¿Quién soy? ¿Quién debería ser?
Pareciera que tenemos una fascinación constante por saber de dónde venimos. Visitamos sitios de genealogía en línea, contamos nuestra historia personal a la más mínima provocación, buscamos hermanos que hace mucho tiempo no vemos o intentamos complacer a los padres que conocimos sólo por fotografías. Nuestras raíces nunca desaparecen y la identidad personal es tal vez nuestra más valiosa y atesorada posesión. La establecemos, la protegemos, la defendemos y encontramos formas de extenderla. Quítele la identidad a una persona y ésta rápidamente la recreará de alguna otra forma.
La política de identidad es un campo de estudio que se enfoca en los conflictos que surgen del enfrentamiento de identidades opuestas. El Medio Oriente tiene muchos ejemplos de ese tipo de conflictos elevados a nivel internacional. Así ha sido desde hace mucho tiempo. Y si partimos del hecho de que las identidades son tan celosamente guardadas, podemos ver que es notoriamente difícil resolver conflictos cuyo núcleo es la identidad. Pero ¿son imposibles de resolver?
Diversos artículos de Visión mencionan los más recientes descubrimientos de algunos investigadores sobre cómo se reprograma el cerebro a sí mismo bajo ciertas condiciones. ¿Estos descubrimientos ofrecen alguna esperanza para campos de acción más amplios como el control de la ira y la depresión, el odio y el prejuicio racial? ¿Y será posible que el juego complejo de vías nerviosas que componen las identidades en conflicto pueda reprogramarse para lograr una cooperación? Un importante descubrimiento de la nueva investigación sobre el cerebro es que la conciencia despierta y autodirigida de un problema y el replanteamiento adecuado logran cambios físicos evidentes en los circuitos del cerebro.
Reflexionar acerca de quiénes somos abre el camino para resolver problemas basados en la identidad, pero eso es sólo un comienzo. Como señala el psicólogo Steven Pinker del Instituto Tecnológico de Massachussets, los nuevos descubrimientos en neurociencia explican «qué nos hace ser lo que somos», pero también nos invitan a «preguntarnos quiénes queremos ser». Es el «¿quién debería ser?» lo que descarta las convenientes autojustificaciones y racionalizaciones.

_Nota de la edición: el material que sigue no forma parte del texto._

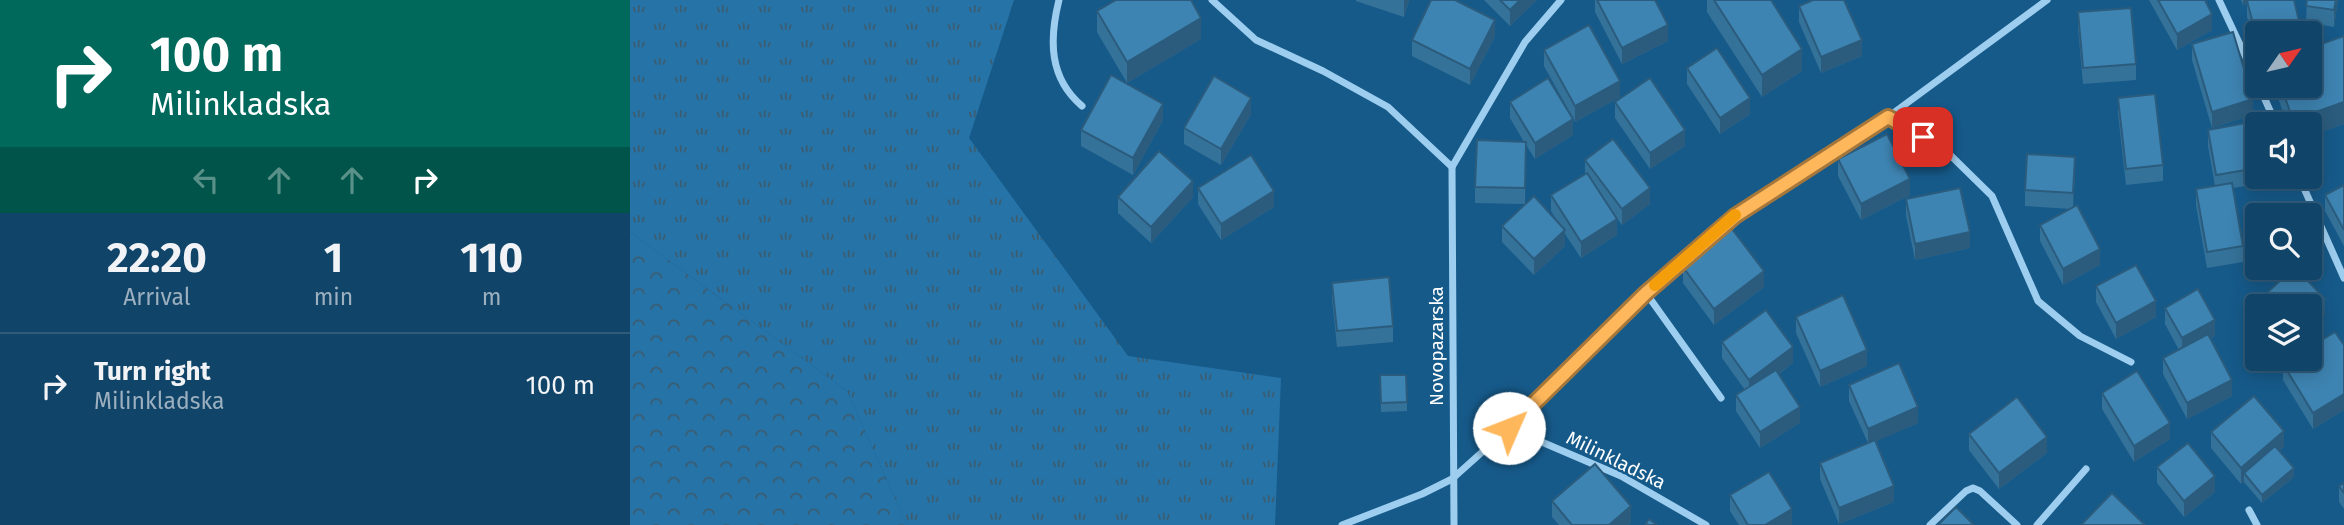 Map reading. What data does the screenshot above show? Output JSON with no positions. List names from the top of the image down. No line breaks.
{"streets":{"street":["Novopazarska","Milinkladska"]},"north":"top right","page":{"turn":["100 m","Milinkladska"],"eta":["22:20","Arrival","1","min","110","m"],"list":[{"name":"Turn right","note":"Milinkladska","value":"100 m"}]}}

Esta pregunta nos enfrenta cara a cara con lo que hacemos mal; nos obliga a abordar cuestiones morales y éticas. ¿Quiero lo mejor para mi prójimo? ¿Me preocupo por su bienestar tanto como por el mío?
Hace algunos años caminaba con mi equipo de televisión junto a un patrullaje a pie druso-israelí por las desoladas calles de la ciudad de Gaza. Desde atrás de un portón oxidado podíamos escuchar los sonidos de una madre palestina que había visto nuestra cámara y quería hacer saber a nuestra audiencia, quienquiera que ésta fuera, que su único deseo era la paz —el grito de las madres de todas partes—. Y sin embargo, partir de esa necesidad tan apremiante de soluciones políticas que sostengan y beneficien a los involucrados significa poner en marcha las implicaciones morales y éticas de la respuesta a «¿quién debería ser?».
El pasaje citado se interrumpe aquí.